En Argentine, la spirale inflationniste continue de s'auto-alimenter: les négociations paritaires courent derrière l'inflation et contribuent à la relancer par des effets de second tour, d'une part, et par des anticipations d'inflation future élevée, d'autre part.
L'an dernier, l'inflation était dans une fourchette de 25 à 30%, et cette année elle sera de 40 à 45%.
Les mesures brutales d'augmentation des tarifs de base (eau, gaz, électricité) prises en début d'année par le gouvernement néo-libéral sans concertation ni avec les représentants des usagers particuliers ni avec ceux des acteurs économiques ont provoqué une onde de protestation allant bien au-delà du noyau dur des opposants kirchnéristes.
Magdelena Ruiz-Guiñazu, que l'on peut difficilement suspecter de crypto-kirchnérisme, citait l'autre jour l'exemple d'un couple de petits retraités (équipés d'un seul radiateur à gaz et d'une cuisinière à deux brûleurs) qui a vu arriver une facture de 2 000 pesos soit 40% du montant de la retraite minimale (qui vient de passer à 5 800 pesos soit environ 350 euros par mois).

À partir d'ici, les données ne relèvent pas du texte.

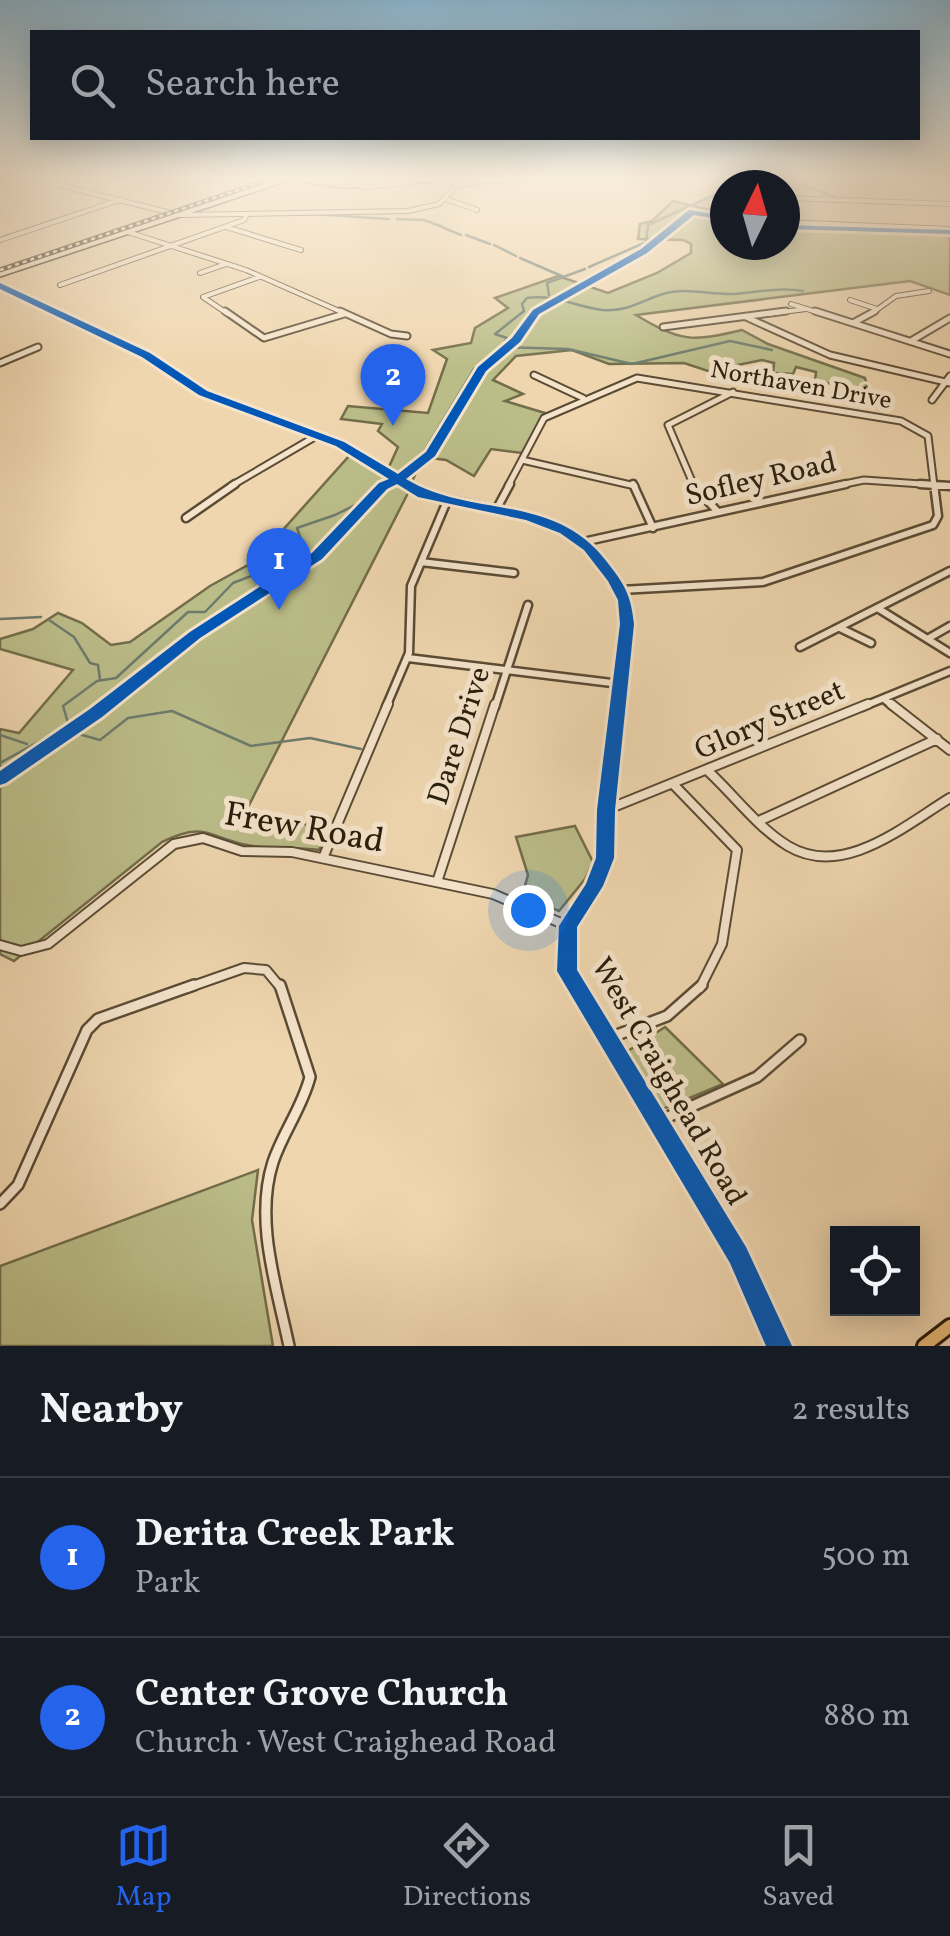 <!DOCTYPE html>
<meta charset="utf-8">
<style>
:root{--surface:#171b24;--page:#20242c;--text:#f1f3f6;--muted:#9ea1a6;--line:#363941;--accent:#2563eb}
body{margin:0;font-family:Vollkorn,serif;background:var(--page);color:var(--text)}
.controls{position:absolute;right:30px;bottom:30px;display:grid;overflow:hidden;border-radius:0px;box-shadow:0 5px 25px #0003}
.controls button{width:90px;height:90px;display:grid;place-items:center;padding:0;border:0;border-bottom:2px solid var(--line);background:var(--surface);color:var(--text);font:50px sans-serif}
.compass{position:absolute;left:710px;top:170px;width:90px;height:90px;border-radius:50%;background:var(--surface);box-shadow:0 5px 25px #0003;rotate:5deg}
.you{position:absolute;left:528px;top:910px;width:35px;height:35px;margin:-25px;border:8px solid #fff;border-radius:50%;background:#1a73e8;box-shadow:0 0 0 15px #1a73e833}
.badge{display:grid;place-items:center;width:65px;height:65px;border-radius:50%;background:var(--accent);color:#fff;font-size:32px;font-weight:700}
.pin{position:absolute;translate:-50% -82px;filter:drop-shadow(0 2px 5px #0008)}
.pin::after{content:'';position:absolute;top:52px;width:35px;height:30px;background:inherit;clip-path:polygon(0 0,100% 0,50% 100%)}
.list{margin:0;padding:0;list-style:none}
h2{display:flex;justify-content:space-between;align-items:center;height:130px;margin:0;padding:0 40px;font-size:42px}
h2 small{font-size:32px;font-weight:400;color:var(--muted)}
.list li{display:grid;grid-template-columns:65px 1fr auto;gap:30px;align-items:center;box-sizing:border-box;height:160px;padding:0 40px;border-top:2px solid var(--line)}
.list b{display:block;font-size:38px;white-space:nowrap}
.list p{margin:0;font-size:32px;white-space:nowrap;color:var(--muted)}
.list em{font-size:32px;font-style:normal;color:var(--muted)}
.icon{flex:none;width:55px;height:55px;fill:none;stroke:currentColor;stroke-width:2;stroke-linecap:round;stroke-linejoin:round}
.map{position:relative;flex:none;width:950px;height:1346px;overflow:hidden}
.search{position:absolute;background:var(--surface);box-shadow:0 5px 25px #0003;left:30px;right:30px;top:30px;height:110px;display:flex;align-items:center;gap:25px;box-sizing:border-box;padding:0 35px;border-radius:0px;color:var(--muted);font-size:38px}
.sheet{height:450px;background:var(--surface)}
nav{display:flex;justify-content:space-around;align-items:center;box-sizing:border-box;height:140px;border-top:2px solid var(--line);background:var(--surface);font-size:28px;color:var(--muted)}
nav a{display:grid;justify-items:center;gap:5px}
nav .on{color:var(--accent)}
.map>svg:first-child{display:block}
.green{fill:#bbbd89;stroke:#726d4a;stroke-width:2.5}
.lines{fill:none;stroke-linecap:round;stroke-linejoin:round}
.stream{stroke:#6d7b6d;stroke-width:2.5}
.minor-far4-casing{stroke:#5a4b35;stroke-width:6}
.minor-far3-casing{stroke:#5a4b35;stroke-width:9}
.minor-far2-casing{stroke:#5a4b35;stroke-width:11}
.minor-far1-casing{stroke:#5a4b35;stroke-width:12}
.minor-casing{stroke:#5a4b35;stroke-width:14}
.tertiary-far4-casing{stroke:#5a4b35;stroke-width:6}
.tertiary-far3-casing{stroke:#5a4b35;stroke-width:9}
.tertiary-far2-casing{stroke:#5a4b35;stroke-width:11}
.tertiary-far1-casing{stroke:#5a4b35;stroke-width:14}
.tertiary-casing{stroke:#5a4b35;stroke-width:16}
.secondary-casing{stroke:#291d0c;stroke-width:8}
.primary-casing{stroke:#291d0c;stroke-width:18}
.motorway-casing{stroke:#291d0c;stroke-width:9}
.minor-far4{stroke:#f5e4cb;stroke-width:4}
.minor-far3{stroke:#f5e4cb;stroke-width:5}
.minor-far2{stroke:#f5e4cb;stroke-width:6}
.minor-far1{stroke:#f5e4cb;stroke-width:8}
.minor{stroke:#f5e4cb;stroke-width:9}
.tertiary-far4{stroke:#f5e4cb;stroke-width:4}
.tertiary-far3{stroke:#f5e4cb;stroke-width:5}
.tertiary-far2{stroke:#f5e4cb;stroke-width:6}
.tertiary-far1{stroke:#f5e4cb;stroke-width:9}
.tertiary{stroke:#f5e4cb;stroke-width:11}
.secondary{stroke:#f5e4cb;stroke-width:5}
.primary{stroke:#e8bb78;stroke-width:12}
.motorway{stroke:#e8bb78;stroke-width:6}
.rail-casing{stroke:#291d0c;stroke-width:5}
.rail{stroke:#f5e4cb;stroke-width:2.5;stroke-dasharray:4;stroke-linecap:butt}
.cycleway-casing{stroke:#f5e4cb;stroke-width:6}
.cycleway{fill:#0057b8;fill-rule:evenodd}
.labels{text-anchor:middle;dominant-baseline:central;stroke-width:10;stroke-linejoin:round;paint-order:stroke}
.far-street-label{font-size:25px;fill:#291d0c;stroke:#f5e4cb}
.street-label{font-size:30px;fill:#291d0c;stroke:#f5e4cb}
.near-street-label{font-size:35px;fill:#291d0c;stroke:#f5e4cb}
</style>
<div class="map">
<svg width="950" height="1346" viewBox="0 0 950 1346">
<rect width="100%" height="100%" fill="#efd6af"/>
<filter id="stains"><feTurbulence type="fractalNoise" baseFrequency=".002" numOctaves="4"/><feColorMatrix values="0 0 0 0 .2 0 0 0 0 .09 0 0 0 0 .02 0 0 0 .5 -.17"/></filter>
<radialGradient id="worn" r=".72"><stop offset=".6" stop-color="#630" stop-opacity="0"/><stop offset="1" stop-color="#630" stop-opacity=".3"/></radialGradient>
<path class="green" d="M 673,201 L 725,214 L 725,245 L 785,245 L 785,221 L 950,232 L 950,295 L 910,281 L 636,315 C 681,342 692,342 742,330 L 768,344 L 865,378 L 868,390 L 815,381 L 816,372 L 796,367 L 793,374 L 773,373 L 774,363 L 762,360 L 708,371 L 684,363 L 609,364 L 572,350 L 516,356 L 493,380 L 523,394 L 505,401 L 545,413 L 522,453 L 491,449 L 474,476 L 446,460 L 423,457 L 411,484 L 388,469 L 398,447 L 378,431 L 382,424 L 341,419 L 348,406 L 428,413 L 447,359 L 433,350 L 471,343 L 475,328 L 508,308 L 495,298 L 558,276 L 608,293 L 657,273 L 691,253 L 691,244 L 683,240 L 638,239 L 640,224 L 652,221 Z
M 350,455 L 408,493 L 244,815 L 328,828 L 319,850 C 295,846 270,850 247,845 C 207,837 206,821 162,842 L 14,961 L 0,954 L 0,729 L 19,733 L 73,670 L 0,649 L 0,639 L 33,629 L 58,613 L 82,623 L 111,645 L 130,642 L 210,586 L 255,561 Z
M 575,826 L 593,862 L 585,879 L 559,911 L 522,896 L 528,875 L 516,837 Z
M 665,1027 L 723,1084 L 663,1109 L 628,1051 Z
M 258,1170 L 252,1220 L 273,1346 L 0,1346 L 0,1266 Z"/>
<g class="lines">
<path class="stream" d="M 319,178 L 340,180
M 746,178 L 800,184 L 837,198
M 693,207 L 725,215
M 311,214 L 389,219
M 397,219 L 424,220 L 443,227
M 444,228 L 461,235
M 466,235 L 490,244
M 646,241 L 648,225 L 712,196 L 725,186
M 494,245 L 516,256
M 520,258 L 564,277
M 589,267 L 644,243
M 549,295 L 547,283 L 585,269
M 502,346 L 507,338 L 495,334 L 524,311 L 522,304 L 527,298 C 556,294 576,307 603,310 C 628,312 642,300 663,294 C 685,287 710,295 733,294 C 758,292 778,287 803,291
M 408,479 L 425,463 L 425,450 L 474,369 L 501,347 L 568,349 L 632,364 L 730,341 L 772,350
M 0,619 L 41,617
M 49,620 L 74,637 L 90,663 L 98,665 L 100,680
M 64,730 L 100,740 L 128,718 L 172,711 L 251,746 L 310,738 L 361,749
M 0,735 L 27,744
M 0,763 L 62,729 L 68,723 L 63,706 L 97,681 L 116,678 L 188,612 L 205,612 L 233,583 L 287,562 L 303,545 L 297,528 L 335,515 L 394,486"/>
<defs>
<path id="minor-far4" d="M 31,178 L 175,214
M 441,181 L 462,184
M 0,187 L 29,178
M 362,187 L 409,183
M 785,198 L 950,204
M 446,199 L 477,210
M 785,222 L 950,229
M 226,227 L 301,250
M 125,231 L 246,270 L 346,314
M 0,240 L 122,199
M 200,273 L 226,264
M 60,285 L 244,220 L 246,216
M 850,300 L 877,309
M 791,304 L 823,314
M 228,314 L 203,297 L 259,277
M 767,314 L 806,309
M 871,314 L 896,296 L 929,291"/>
<path id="minor-far3" d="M 225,311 L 264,338 L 344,314
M 340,311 L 391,334 L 407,336
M 815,311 L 950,354
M 746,317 L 830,355 L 950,383
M 853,323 L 875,311
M 663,327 L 786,311
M 911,341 L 950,318
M 0,363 L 38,347
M 534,375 L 583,398
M 932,400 L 950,376
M 522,460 L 635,486
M 231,486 L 318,435
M 508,486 L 544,418 L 637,378 L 901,421 L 928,436 L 934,486
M 694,486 L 668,425 L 733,392
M 835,486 L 864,480 L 950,486"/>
<path id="minor-far2" d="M 633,484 L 653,528
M 692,484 L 718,512
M 920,484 L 950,486
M 496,510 L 510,484
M 186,518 L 235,484
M 583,542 L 846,484
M 421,562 L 514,573
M 621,590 L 763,582 L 933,525 L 938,516 L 934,484
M 879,609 L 950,653
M 840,628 L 871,643
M 929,638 L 950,626
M 800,647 L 950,571
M 408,658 L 620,684
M 884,699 L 894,707
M 386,707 L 409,653 L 411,586 L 447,501
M 495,707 L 528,605
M 862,707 L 950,671"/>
<path id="minor-far1" d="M 891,704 L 950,750
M 708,771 C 734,795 757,827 788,846 C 843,879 904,826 950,798
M 674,785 L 737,850 L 722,944 L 700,988
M 606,810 L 868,704
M 761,820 L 937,739
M 323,858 L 388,704
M 437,882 L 495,704
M 0,945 L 21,951 L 48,944 L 174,844 L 203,838 L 242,851 L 292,852 L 493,894 L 568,926
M 187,988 L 244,968 L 266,970 L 281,988"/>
<path id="minor" d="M 280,985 L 310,1077 C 302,1108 283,1132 273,1162 C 254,1221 277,1288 289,1346
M 609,1038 L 667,1016 L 702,985
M 659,1121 L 757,1077 L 800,1040
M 0,1204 L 18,1185 L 87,1030 L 98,1019 L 194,985"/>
<path id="tertiary-far4" d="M 919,178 L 950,183
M 179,215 L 408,211 L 439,204 L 455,187 L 479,181 L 629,178
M 0,286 L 59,314"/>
<path id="tertiary-far3" d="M 54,311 L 146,355 L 203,393 L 340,444 L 410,486"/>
<path id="tertiary-far2" d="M 405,484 L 422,494 L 529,517 L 565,530 L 589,547 L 625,600 L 627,624 L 618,707"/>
<path id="tertiary-far1" d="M 577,988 L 567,971 L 568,926 L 594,886 L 605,858 L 606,810 L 618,704"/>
<path id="tertiary" d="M 576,985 L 738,1255 L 779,1346"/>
<path id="secondary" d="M 0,274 L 288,178"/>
<path id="primary" d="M 924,1346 L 950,1326"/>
<path id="motorway" d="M 298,178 L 345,185 L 446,178"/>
</defs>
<use href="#minor-far4" class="minor-far4-casing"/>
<use href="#minor-far3" class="minor-far3-casing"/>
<use href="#minor-far2" class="minor-far2-casing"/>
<use href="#minor-far1" class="minor-far1-casing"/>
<use href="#minor" class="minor-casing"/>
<use href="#tertiary-far4" class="tertiary-far4-casing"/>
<use href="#tertiary-far3" class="tertiary-far3-casing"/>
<use href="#tertiary-far2" class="tertiary-far2-casing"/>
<use href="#tertiary-far1" class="tertiary-far1-casing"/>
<use href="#tertiary" class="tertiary-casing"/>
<use href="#secondary" class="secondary-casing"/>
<use href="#primary" class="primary-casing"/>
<use href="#motorway" class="motorway-casing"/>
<use href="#minor-far4" class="minor-far4"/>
<use href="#minor-far3" class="minor-far3"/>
<use href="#minor-far2" class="minor-far2"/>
<use href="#minor-far1" class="minor-far1"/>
<use href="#minor" class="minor"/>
<use href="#tertiary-far4" class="tertiary-far4"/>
<use href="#tertiary-far3" class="tertiary-far3"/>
<use href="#tertiary-far2" class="tertiary-far2"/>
<use href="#tertiary-far1" class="tertiary-far1"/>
<use href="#tertiary" class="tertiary"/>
<use href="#secondary" class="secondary"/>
<use href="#primary" class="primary"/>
<use href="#motorway" class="motorway"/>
<defs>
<path id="rail" d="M 0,270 L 274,178"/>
</defs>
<use href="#rail" class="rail-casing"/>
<use href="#rail" class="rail"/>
<defs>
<path id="cycleway" d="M 689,210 L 725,216 L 725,220 L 694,215 L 647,253 L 539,314 L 520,342 L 486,371 L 435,456 L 406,479 C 472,519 554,492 607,562 C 625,585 631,595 634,624 L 615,810 L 614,858 L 603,886 L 577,927 L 577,970 L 746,1247 L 792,1346 L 766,1346 L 730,1263 L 557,971 L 559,926 L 586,884 L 596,858 L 597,810 L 620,624 L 618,600 L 608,581 L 584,550 L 560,533 L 526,520 L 418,497 L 397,484 L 387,489 L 322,559 L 200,638 L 102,717 L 6,783 L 0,785 L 0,771 L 90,709 L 190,632 L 312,553 L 379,483 L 389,479 L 336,446 L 199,395 L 142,357 L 0,289 L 0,283 L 150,353 L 207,391 L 344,442 L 398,474 L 426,452 L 478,367 L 512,338 L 533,310 L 641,249 Z
M 785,225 L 950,230 L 950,234 L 785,229 Z"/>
</defs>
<use href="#cycleway" class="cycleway-casing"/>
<use href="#cycleway" class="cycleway"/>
</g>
<linearGradient id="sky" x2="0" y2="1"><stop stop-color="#89b6d1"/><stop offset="0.49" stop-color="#f8eddb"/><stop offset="1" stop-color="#f8eddb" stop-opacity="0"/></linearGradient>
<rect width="950" height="366" fill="url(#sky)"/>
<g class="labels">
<g class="far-street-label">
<text transform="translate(801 386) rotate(10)">Northaven Drive</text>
</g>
<g class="street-label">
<text transform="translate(761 480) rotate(-13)">Sofley Road</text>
<text transform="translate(770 721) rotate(-23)">Glory Street</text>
<text transform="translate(460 736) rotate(-72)">Dare Drive</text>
<text transform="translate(668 1082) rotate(60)">West Craighead Road</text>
</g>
<g class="near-street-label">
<text transform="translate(304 829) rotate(10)">Frew Road</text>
</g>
</g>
<rect width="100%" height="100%" filter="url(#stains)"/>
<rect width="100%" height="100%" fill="url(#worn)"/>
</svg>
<div class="controls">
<button><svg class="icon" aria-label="locate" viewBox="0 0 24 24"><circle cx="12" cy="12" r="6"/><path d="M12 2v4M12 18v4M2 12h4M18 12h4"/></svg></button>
</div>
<svg class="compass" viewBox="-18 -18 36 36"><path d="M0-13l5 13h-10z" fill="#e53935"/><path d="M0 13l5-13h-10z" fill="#9ea1a6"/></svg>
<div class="you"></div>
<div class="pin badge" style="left:279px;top:610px">1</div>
<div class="pin badge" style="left:393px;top:426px">2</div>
<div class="search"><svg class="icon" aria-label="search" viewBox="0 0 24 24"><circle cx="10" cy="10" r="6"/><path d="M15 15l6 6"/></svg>Search here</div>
</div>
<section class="sheet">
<h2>Nearby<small>2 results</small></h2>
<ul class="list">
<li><span class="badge">1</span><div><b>Derita Creek Park</b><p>Park</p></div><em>500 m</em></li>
<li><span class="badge">2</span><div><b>Center Grove Church</b><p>Church · West Craighead Road</p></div><em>880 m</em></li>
</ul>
</section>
<nav>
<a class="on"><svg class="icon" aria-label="map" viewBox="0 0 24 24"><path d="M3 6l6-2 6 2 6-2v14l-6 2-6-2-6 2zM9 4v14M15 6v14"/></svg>Map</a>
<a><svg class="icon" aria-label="directions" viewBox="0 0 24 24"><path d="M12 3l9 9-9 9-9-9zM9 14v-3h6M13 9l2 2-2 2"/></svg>Directions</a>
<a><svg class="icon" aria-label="saved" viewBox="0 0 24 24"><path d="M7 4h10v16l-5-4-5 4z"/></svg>Saved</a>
</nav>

J'ai pris le temps d'analyser le processus de fixation des nouveaux tarifs du gaz pour confirmer le diagnostic que je portais l'autre jour quant à l'amateurisme du ministère et à l'absence d'appréhension de ce qu'est la vie quotidienne des couches populaires par la PDGcratie gouvernante:
aucun lissage des nouvelles factures par rapport à la consommation moyenne annuelle n'a été mis en place, ce qui fait que l'augmentation des tarifs a coïncidé avec les mois les plus froids et donc les pointes annuelles de consommation de gaz pour le chauffage, aggravant ainsi l'impact social de la nouvelle tarification;
aucune gradation dans le temps n'a été prévue pour la réduction des subventions (décision symétrique dans sa brutalité de la suppression totale et inconditionnelle des taxes sur les exportations agro-industrielles qui servaient entre autres choses à financer les subventions à la consommation);
aucun aménagement n'a été mis en place pour les usagers productifs; les PME ont donc également été frappée de plein fouet;
un tarif social a été tardivement introduit dans le nouveau système, mais son application a été suspendue par la justice en même temps que l'ensemble de la nouvelle tarification...
les usagers en prélèvement automatique paient les nouveaux tarifs alors que les autres ont reçu comme consigne de ne pas payer les factures en attendant que la justice tranche... bref, la confusion est totale;
aucune analyse indépendante de la structure des coûts n'a été publiée par le gouvernement à l'appui de ses décisions, au point que la Cour Suprême, où la droite conservatrice est pourtant majoritaire, et qui doit trancher en dernier ressort sur la légitimité des nouveaux tarifs, vient de décider de se donner au moins un mois pour tirer cette structure au clair;
le seuil de déclenchement et la pente de la progressivité des tarifs ont fluctué et restent encore flous;
aucune nouvelle mesure d'accompagnement visant à encourager les économies d'énergie (du genre des exemptions fiscales sur les travaux d'isolation qui existent en France) n'a été proposée en parallèle.